(Washington) Plusieurs médias d’État iraniens ou proche du régime de Téhéran ont annoncé mardi que l’accès à leur site internet avait été bloqué, un message affichant qu’ils avaient été « saisis par le gouvernement » américain.

Agence France-Presse

Les sites des chaînes d’information en arabe Al-Alam et en anglais Press-TV, qui appartiennent au réseau de la télévision d’État Irib, affichaient le même message faisant référence à la saisie de leur domaine dans le cadre de sanctions américaines.

Le message est accompagné des sceaux du FBI et du département du Commerce.

Cette action intervient dans le cadre de l’exercice de l’autorité présidentielle face à une menace extraordinaire, selon un des articles de loi cités dans le message.

Le site de la chaîne des rebelles yéménite houthis, al-Masirah, était aussi bloqué avec le même message.  

Sur le site de l’aile politique des houthis, al-Masirah a condamné « un acte de piraterie et la confiscation des droits d’auteurs » par les États-Unis qui intervient « sans justification et sans avertissement ».

La chaîne a toutefois créé un nouveau site internet qui était opérationnel mardi soir.  

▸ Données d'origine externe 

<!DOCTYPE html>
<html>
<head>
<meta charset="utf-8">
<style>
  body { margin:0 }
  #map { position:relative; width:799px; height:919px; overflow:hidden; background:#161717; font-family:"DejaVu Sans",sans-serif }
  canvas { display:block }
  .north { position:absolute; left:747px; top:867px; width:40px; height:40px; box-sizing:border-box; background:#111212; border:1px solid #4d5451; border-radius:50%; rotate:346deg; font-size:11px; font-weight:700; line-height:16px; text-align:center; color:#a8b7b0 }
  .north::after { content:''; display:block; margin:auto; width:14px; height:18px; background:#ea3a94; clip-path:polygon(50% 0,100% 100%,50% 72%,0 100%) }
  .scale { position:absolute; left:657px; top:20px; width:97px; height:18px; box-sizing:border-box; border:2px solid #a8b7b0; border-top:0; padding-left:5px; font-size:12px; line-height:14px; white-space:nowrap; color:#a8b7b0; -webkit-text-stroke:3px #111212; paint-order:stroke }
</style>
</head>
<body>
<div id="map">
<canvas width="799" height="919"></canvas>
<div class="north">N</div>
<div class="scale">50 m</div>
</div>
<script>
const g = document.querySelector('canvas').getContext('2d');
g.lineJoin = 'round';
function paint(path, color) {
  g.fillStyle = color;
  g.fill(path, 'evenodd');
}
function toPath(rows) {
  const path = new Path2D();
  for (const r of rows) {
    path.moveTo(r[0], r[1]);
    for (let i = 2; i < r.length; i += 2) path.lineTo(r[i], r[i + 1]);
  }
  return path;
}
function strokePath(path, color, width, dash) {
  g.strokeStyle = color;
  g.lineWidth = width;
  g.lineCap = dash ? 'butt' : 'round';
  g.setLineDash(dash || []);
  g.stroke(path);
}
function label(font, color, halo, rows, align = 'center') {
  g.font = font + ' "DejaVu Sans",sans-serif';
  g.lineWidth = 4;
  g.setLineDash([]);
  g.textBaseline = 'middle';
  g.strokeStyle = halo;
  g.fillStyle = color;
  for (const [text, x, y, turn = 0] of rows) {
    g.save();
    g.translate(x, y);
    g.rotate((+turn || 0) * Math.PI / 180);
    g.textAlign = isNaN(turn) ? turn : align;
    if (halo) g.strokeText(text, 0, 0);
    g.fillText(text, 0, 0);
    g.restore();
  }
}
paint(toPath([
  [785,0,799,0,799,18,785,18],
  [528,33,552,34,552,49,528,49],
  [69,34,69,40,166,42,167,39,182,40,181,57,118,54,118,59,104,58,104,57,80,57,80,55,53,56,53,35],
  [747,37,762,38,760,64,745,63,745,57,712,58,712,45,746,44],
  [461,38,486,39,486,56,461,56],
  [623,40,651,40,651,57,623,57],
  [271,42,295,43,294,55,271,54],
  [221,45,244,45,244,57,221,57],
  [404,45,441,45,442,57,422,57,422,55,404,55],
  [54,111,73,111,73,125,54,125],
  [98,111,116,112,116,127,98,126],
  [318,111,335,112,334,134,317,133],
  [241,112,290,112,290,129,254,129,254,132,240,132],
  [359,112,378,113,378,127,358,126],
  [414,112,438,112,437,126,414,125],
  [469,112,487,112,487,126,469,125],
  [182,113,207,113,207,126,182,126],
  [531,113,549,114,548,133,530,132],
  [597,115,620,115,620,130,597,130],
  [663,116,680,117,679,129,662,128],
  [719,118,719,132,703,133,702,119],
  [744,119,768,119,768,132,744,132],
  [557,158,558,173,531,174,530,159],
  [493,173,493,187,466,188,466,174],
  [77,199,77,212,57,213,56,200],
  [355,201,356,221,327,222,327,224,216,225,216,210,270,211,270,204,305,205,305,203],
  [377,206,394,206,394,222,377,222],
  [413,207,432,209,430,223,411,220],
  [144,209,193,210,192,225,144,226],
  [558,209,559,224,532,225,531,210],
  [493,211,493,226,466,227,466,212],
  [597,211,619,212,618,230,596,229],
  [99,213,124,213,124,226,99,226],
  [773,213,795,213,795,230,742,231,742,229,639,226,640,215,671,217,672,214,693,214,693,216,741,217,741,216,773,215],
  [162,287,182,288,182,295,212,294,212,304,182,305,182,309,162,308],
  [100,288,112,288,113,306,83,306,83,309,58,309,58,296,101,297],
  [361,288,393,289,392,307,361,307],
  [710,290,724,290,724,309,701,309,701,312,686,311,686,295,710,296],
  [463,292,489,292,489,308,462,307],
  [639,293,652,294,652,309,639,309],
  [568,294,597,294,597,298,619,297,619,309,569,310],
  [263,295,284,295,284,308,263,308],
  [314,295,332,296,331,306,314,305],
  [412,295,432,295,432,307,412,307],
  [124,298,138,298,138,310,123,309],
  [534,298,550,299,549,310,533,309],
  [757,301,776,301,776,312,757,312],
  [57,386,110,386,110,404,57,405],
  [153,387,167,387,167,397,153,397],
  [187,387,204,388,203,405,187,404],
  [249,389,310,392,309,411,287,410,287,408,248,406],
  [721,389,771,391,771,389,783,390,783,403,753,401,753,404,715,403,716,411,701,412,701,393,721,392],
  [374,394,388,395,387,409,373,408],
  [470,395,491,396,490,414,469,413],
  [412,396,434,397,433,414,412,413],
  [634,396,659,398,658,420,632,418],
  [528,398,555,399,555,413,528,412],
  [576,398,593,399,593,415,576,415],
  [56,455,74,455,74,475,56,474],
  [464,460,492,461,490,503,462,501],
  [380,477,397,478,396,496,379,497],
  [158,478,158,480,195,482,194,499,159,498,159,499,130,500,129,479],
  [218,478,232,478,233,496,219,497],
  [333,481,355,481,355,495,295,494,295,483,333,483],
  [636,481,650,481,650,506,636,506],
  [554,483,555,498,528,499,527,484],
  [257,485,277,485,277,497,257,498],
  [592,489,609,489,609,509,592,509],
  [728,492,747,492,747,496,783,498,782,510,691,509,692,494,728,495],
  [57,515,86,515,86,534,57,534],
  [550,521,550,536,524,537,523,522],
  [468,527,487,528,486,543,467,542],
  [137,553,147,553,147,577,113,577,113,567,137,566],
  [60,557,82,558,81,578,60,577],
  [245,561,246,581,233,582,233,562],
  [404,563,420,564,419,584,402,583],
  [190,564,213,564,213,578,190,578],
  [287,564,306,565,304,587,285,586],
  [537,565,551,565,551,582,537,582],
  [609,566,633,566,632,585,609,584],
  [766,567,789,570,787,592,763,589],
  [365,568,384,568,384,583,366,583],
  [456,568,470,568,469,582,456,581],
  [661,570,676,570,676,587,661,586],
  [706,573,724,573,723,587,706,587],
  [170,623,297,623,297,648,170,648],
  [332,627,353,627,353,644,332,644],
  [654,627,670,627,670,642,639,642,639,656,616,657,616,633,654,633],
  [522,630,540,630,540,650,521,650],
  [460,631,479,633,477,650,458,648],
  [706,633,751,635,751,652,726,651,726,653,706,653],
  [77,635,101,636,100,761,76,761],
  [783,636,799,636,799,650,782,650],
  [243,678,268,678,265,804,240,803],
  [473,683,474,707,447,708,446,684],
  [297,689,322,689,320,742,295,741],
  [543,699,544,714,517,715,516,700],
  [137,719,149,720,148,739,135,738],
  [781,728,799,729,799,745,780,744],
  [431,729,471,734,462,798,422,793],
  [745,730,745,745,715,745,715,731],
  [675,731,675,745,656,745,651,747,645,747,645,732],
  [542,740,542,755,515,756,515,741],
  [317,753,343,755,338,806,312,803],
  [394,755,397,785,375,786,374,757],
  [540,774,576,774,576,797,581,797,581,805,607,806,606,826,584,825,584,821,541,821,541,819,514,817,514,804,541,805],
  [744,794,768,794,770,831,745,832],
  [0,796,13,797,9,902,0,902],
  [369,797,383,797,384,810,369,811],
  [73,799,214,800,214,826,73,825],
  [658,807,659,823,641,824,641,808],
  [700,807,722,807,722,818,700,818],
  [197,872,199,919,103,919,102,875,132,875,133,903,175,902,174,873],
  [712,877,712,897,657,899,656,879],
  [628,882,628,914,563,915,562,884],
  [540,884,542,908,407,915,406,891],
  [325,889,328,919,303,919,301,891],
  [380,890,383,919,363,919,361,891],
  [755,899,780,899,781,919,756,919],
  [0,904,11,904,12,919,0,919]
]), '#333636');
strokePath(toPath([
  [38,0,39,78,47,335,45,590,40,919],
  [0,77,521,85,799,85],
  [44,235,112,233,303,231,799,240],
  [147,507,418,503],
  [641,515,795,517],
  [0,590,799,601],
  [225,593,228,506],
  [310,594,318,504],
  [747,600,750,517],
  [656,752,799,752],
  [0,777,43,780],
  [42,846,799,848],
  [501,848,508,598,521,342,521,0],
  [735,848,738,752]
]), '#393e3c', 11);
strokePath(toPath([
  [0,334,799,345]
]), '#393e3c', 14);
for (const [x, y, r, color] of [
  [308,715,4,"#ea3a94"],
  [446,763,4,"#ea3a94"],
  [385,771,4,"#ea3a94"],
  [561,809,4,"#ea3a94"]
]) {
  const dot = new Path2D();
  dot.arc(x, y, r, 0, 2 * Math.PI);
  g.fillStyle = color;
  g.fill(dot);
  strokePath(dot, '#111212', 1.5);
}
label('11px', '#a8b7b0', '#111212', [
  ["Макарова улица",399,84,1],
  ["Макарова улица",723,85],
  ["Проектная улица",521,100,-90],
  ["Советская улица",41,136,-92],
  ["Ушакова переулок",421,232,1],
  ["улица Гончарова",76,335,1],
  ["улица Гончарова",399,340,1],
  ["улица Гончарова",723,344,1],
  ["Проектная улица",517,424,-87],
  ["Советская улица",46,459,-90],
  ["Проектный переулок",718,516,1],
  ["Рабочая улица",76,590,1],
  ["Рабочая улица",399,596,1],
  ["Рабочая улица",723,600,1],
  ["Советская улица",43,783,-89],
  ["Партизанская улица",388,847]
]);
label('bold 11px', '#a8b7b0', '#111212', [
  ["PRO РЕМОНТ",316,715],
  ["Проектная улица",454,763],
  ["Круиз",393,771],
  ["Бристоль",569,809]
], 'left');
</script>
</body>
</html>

Plusieurs sites internet irakiens, dont celui des brigades du Hezbollah, la faction pro-Iran la plus radicale d’Irak, n’étaient plus accessibles mardi et seul s’affichait un message du « département américain du Commerce ».  

En octobre 2020 déjà, ce site ainsi que celui d’al-Etejah, la télévision des brigades du Hezbollah, avaient subi le même sort. De même que le site d’al-Noujaba, l’autre grande faction pro-Iran d’Irak.

Ces deux factions, composées de combattants irakiens, mais entraînés, financés et armés par l’Iran, opèrent à la fois en Irak, mais aussi en Syrie aux côtés du régime de Bachar al-Assad et du Hezbollah libanais.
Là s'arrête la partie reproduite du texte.